TASK REQUIREMENTS:
Run through the data and copy out every line that mentions the word "serif".

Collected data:
************
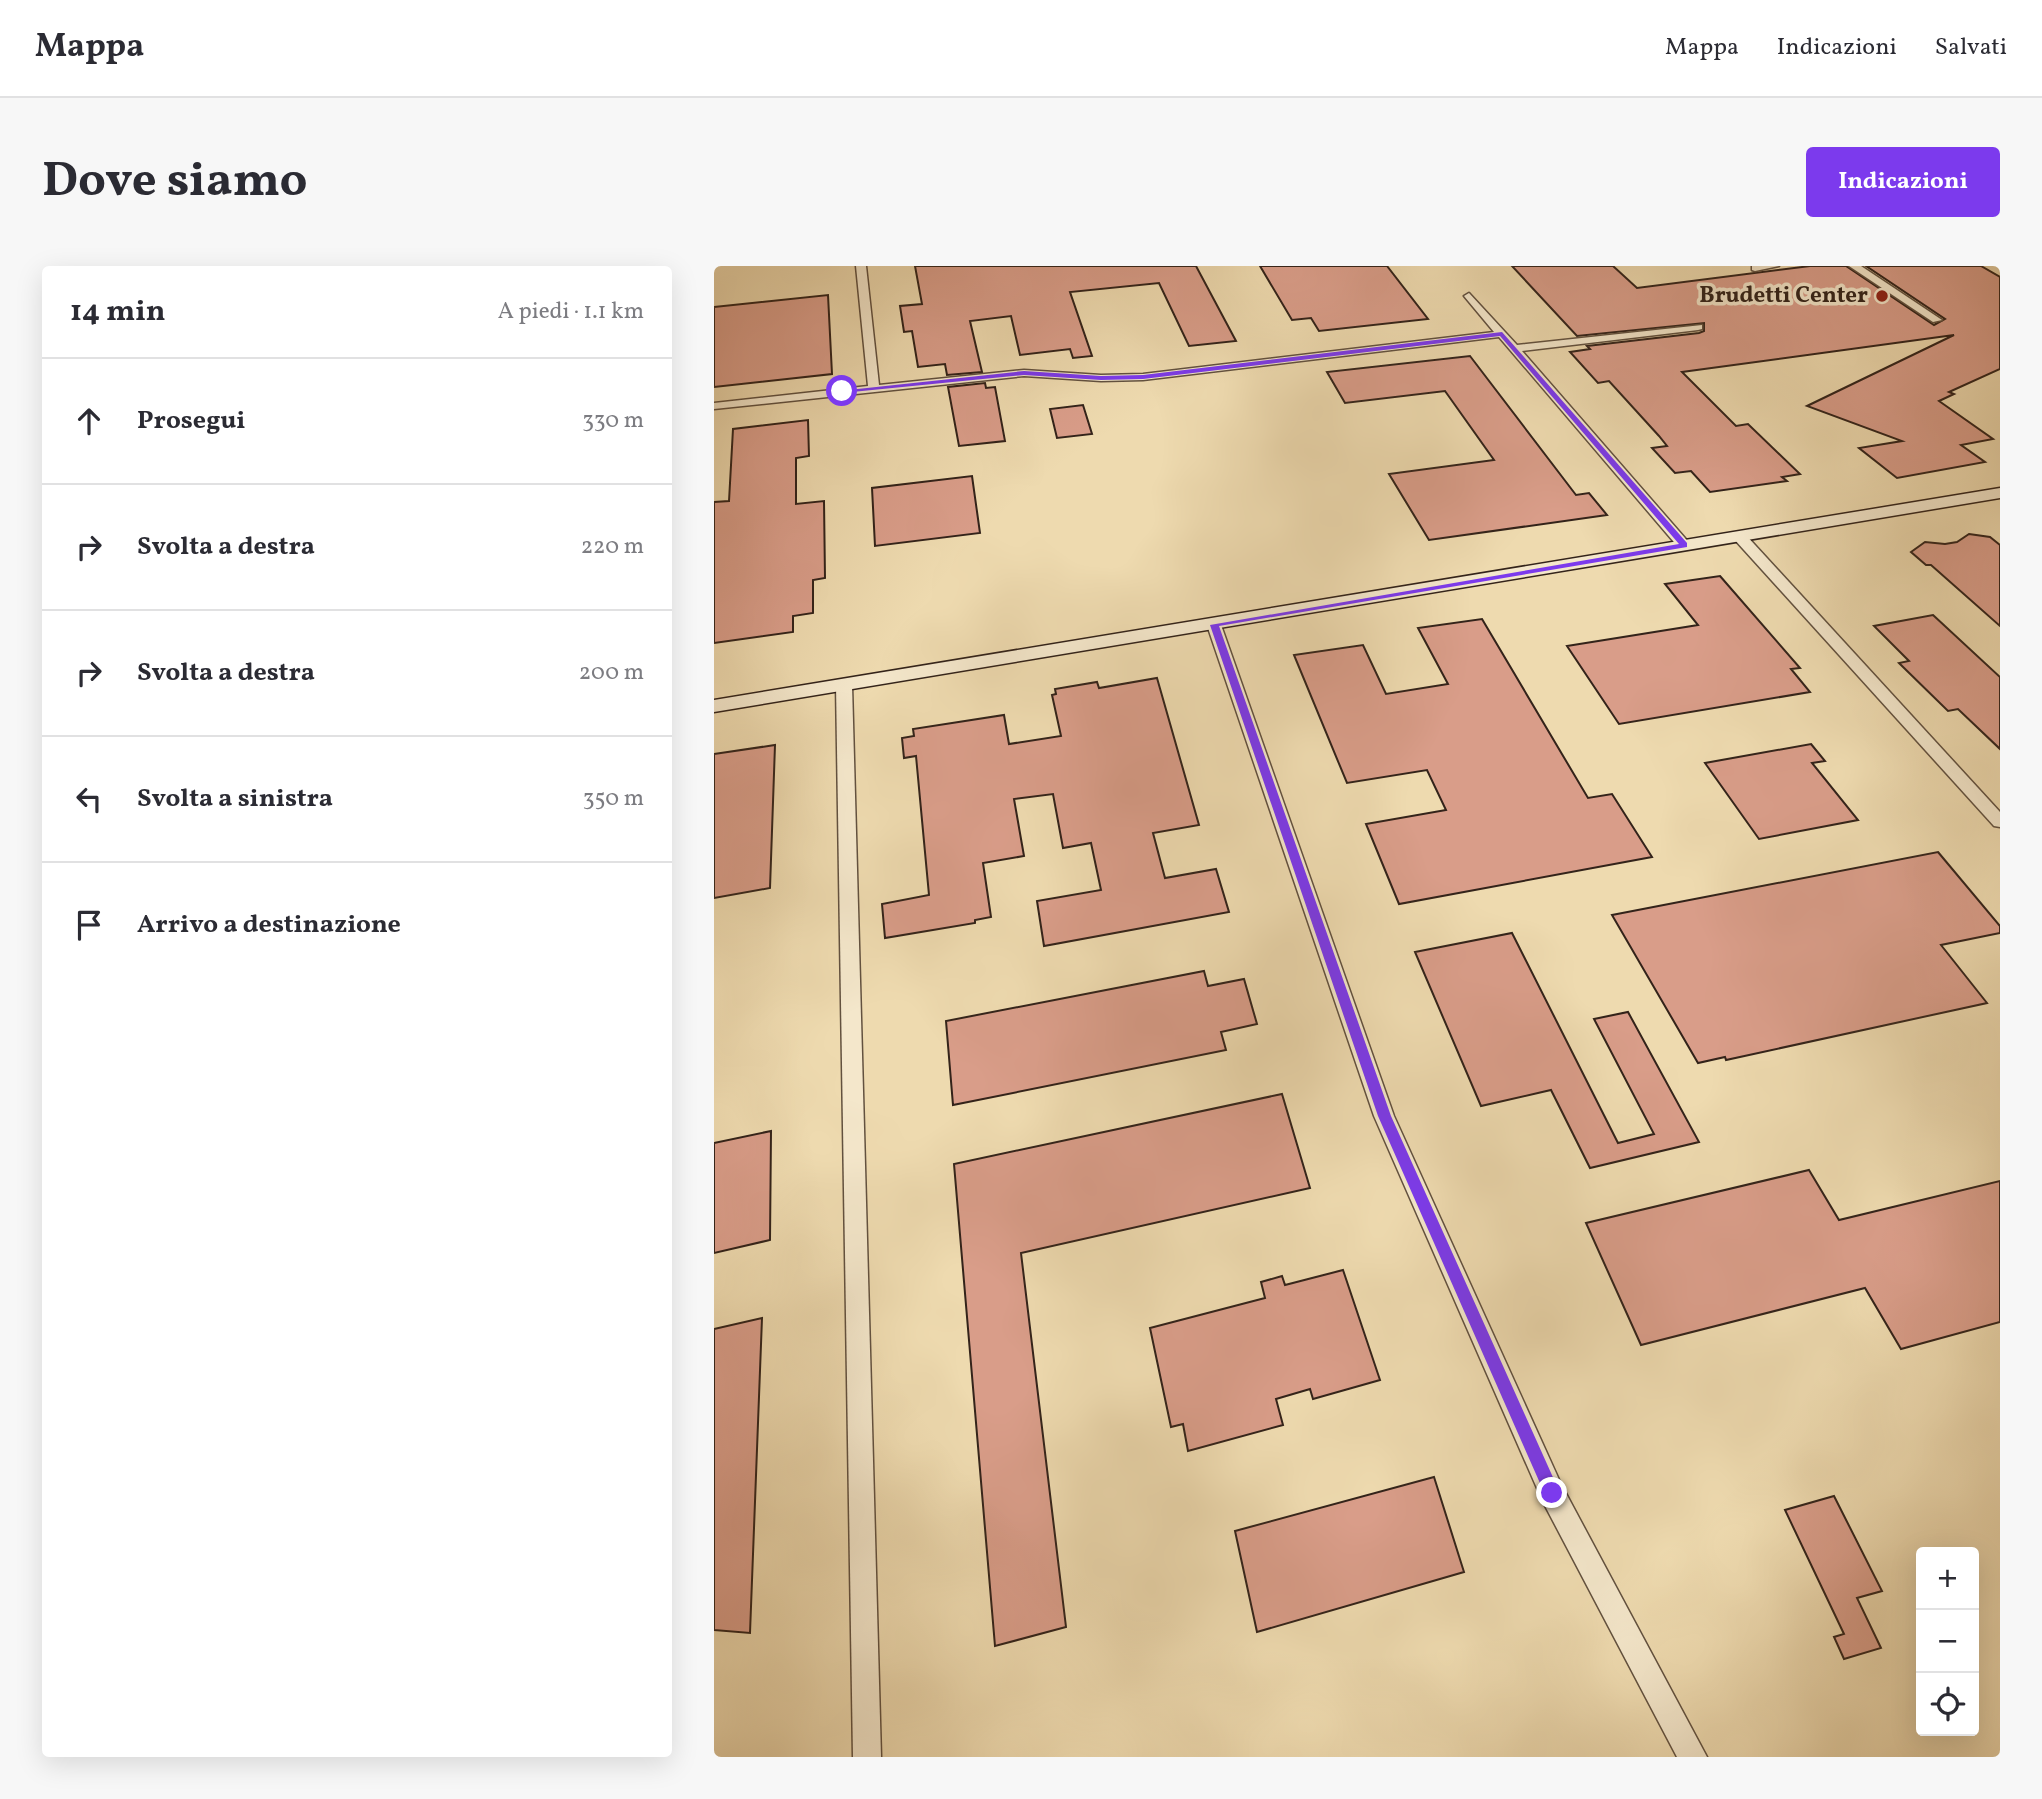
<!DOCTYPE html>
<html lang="it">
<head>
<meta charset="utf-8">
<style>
	:root { --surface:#fff; --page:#f7f7f7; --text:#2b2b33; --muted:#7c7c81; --line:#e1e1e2; --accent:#7c3aed }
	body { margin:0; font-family:Vollkorn,serif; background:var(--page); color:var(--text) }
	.controls { position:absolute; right:21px; bottom:21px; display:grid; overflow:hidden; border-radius:7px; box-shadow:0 7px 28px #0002 }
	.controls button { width:63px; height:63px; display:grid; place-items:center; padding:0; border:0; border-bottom:2px solid var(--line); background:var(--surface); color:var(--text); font:35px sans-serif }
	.stop { position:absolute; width:21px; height:21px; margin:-16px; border:5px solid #7c3aed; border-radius:50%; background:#fff }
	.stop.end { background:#7c3aed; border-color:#fff; box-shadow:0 2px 7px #0008 }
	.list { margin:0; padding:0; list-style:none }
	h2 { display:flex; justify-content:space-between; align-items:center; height:91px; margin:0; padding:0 28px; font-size:30px }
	h2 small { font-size:23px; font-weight:400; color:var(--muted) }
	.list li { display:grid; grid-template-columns:46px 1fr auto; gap:21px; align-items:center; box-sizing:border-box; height:126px; padding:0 28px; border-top:2px solid var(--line) }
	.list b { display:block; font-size:26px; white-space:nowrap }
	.list em { font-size:23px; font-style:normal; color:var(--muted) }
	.icon { flex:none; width:38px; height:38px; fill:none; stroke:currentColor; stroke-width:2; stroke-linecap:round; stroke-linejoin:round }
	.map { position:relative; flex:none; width:1286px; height:1491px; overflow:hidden; border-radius:7px }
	header { display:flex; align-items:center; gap:42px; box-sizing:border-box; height:98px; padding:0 35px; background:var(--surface); border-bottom:2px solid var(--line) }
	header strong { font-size:33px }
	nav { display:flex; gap:38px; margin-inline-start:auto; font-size:24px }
	.intro { display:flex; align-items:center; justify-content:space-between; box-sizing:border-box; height:168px; padding:0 42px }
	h1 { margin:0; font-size:49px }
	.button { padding:18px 32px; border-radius:7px; background:var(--accent); color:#fff; font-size:24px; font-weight:700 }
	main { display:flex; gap:42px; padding:0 42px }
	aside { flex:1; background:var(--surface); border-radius:7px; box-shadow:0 7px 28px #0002 }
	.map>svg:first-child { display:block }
</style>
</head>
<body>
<header>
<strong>Mappa</strong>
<nav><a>Mappa</a><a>Indicazioni</a><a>Salvati</a></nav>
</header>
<div class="intro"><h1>Dove siamo</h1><a class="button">Indicazioni</a></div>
<main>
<aside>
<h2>14 min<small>A piedi · 1.1 km</small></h2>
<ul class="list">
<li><svg class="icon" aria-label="ahead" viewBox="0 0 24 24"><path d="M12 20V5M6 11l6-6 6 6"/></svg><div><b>Prosegui</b></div><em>330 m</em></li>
<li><svg class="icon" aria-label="right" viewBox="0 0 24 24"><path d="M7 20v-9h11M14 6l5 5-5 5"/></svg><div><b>Svolta a destra</b></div><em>220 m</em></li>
<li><svg class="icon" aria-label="right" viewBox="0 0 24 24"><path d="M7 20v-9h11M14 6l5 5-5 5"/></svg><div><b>Svolta a destra</b></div><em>200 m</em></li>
<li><svg class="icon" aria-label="left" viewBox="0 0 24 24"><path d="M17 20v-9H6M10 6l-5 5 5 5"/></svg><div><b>Svolta a sinistra</b></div><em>350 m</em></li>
<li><svg class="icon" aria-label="arrive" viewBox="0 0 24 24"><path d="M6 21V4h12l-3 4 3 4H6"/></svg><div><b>Arrivo a destinazione</b></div></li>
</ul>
</aside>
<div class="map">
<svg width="1286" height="1491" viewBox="0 0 1286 1491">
	<rect width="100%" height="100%" fill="#eedaaf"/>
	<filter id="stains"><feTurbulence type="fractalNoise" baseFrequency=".00286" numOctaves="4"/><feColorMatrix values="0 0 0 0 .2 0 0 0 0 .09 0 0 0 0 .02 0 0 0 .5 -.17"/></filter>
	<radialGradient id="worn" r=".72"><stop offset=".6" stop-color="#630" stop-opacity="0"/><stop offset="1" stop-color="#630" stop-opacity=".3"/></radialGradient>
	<g fill="#d99d89" stroke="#33231a" stroke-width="2">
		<polygon points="201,0 482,0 522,75 475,80 445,17 356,26 378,90 359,92 356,83 306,89 297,50 256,55 268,106 233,109 231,98 204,101 198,65 190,66 186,40 208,38"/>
		<polygon points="546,0 673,0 714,53 605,65 597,52 578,54"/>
		<polygon points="798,0 899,0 923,22 1096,0 1132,0 1220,59 1231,53 1152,0 1267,0 1286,11 1286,103 1235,126 1240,128 1225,135 1279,173 1247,179 1271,196 1183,212 1145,182 1188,175 1093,140 1240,69 968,106 1022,160 1034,158 1086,208 1068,211 1073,215 996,226 977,205 961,207 938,182 953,180 945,170 895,115 884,117 856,86 876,83 873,80 985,67 990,65 990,57 863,70"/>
		<polygon points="114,29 118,108 0,121 0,41"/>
		<polygon points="756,90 862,229 875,227 893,249 715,274 675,208 780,194 731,125 631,137 613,106"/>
		<polygon points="271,117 272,122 281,121 291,175 245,180 234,121"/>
		<polygon points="369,139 378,168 343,172 336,143"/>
		<polygon points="94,154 95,190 82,192 82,238 110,235 111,312 99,314 99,347 79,350 79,366 0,377 0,236 15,235 19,163"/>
		<polygon points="258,210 266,267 161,280 158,222"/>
		<polygon points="1255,268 1276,271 1286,279 1286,360 1217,299 1212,299 1197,286 1211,276 1231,278 1243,276"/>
		<polygon points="1006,310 1086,402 1077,403 1096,426 905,458 853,380 984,359 951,318"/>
		<polygon points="1219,349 1286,411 1286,483 1244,443 1234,445 1185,397 1195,395 1160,360"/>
		<polygon points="768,353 874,532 898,528 938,591 685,638 652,558 732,544 713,504 633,517 580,389 649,379 672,428 734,418 704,362"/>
		<polygon points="443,412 485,559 439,567 451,612 502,603 515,646 330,680 323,635 387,624 377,577 349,582 339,528 300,533 310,590 269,597 277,651 261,654 261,657 171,672 168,638 215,629 202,490 190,492 188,472 200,470 199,463 290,449 295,478 347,470 338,429 342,428 341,423 383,416 385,422"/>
		<polygon points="1097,478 1111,495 1098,497 1144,554 1045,573 991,497"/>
		<polygon points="61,479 56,622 0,632 0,488"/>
		<polygon points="1224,586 1286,660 1286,667 1227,679 1273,737 1012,794 1011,791 984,797 898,649"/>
		<polygon points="798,667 904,877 940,868 880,753 914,746 985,876 876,902 837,824 767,840 701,686"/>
		<polygon points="490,705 494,720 530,713 543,758 507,766 512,784 239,839 232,755"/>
		<polygon points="568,828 596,922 307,987 352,1361 281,1380 240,898"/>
		<polygon points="57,865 56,974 0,987 0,877"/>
		<polygon points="1095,904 1125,954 1286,915 1286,1056 1187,1083 1151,1022 927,1079 872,957"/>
		<polygon points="629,1004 666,1114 599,1133 596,1123 562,1133 569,1159 474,1185 469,1158 457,1161 436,1062 551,1032 547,1016 568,1010 571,1019"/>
		<polygon points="48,1052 36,1367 0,1364 0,1063"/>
		<polygon points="720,1211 750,1306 543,1366 521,1265"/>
		<polygon points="1120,1230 1168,1325 1143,1332 1167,1382 1130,1393 1120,1371 1130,1368 1071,1244"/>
	</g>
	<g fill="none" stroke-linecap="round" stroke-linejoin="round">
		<g stroke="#62513f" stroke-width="3">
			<g id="street">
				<polygon points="142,0 152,0 165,119 310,104 387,109 429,108 780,66 750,30 755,27 803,79 988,59 988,63 984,64 808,85 977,279 970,283 965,282 785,71 429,114 387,115 310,110 0,143 0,137 154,120"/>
				<polygon points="1038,0 1065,0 1041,5 1038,4"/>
				<polygon points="1135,0 1147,0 1228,54 1219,56"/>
				<polygon points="1025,266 1030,267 1286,546 1286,561 1280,560 1020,273 1018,270"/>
				<polygon points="500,355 507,359 680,850 847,1218 993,1491 963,1491 829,1236 660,850 493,359"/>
				<polygon points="130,414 138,419 167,1491 139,1491 122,419"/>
			</g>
		</g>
		<g stroke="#33231a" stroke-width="3">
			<polygon id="secondary" points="1286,222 1286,232 0,446 0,434"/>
		</g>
		<use href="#street" fill="#f4e7cb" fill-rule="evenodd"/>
		<use href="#secondary" fill="#f4e7cb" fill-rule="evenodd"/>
	</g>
	<polygon fill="#7c3aed" points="788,66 973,277 973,281 505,360 677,850 846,1227 844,1233 838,1235 833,1233 664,850 496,359 965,278 786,70 429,113 387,114 310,109 128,127 125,125 310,105 387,110 429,109"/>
	<circle fill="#8f2418" stroke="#f4e7cb" stroke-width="2.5" cx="1168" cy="30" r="7"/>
	<g text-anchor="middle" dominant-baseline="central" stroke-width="7" stroke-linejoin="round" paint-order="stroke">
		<g font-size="23" font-weight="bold" fill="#33231a" stroke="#f4e7cb" text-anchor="end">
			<text x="1154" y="30">Brudetti Center</text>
		</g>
	</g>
	<rect width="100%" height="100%" filter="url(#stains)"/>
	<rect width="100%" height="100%" fill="url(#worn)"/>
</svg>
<div class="controls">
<button>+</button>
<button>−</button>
<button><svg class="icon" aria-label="locate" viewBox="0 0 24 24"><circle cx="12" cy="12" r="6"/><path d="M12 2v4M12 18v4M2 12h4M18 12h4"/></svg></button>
</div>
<div class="stop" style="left:128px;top:125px"></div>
<div class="stop end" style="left:838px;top:1227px"></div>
</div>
</main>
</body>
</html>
************
OUTPUT FOR THIS TASK:
	body { margin:0; font-family:Vollkorn,serif; background:var(--page); color:var(--text) }
	.controls button { width:63px; height:63px; display:grid; place-items:center; padding:0; border:0; border-bottom:2px solid var(--line); background:var(--surface); color:var(--text); font:35px sans-serif }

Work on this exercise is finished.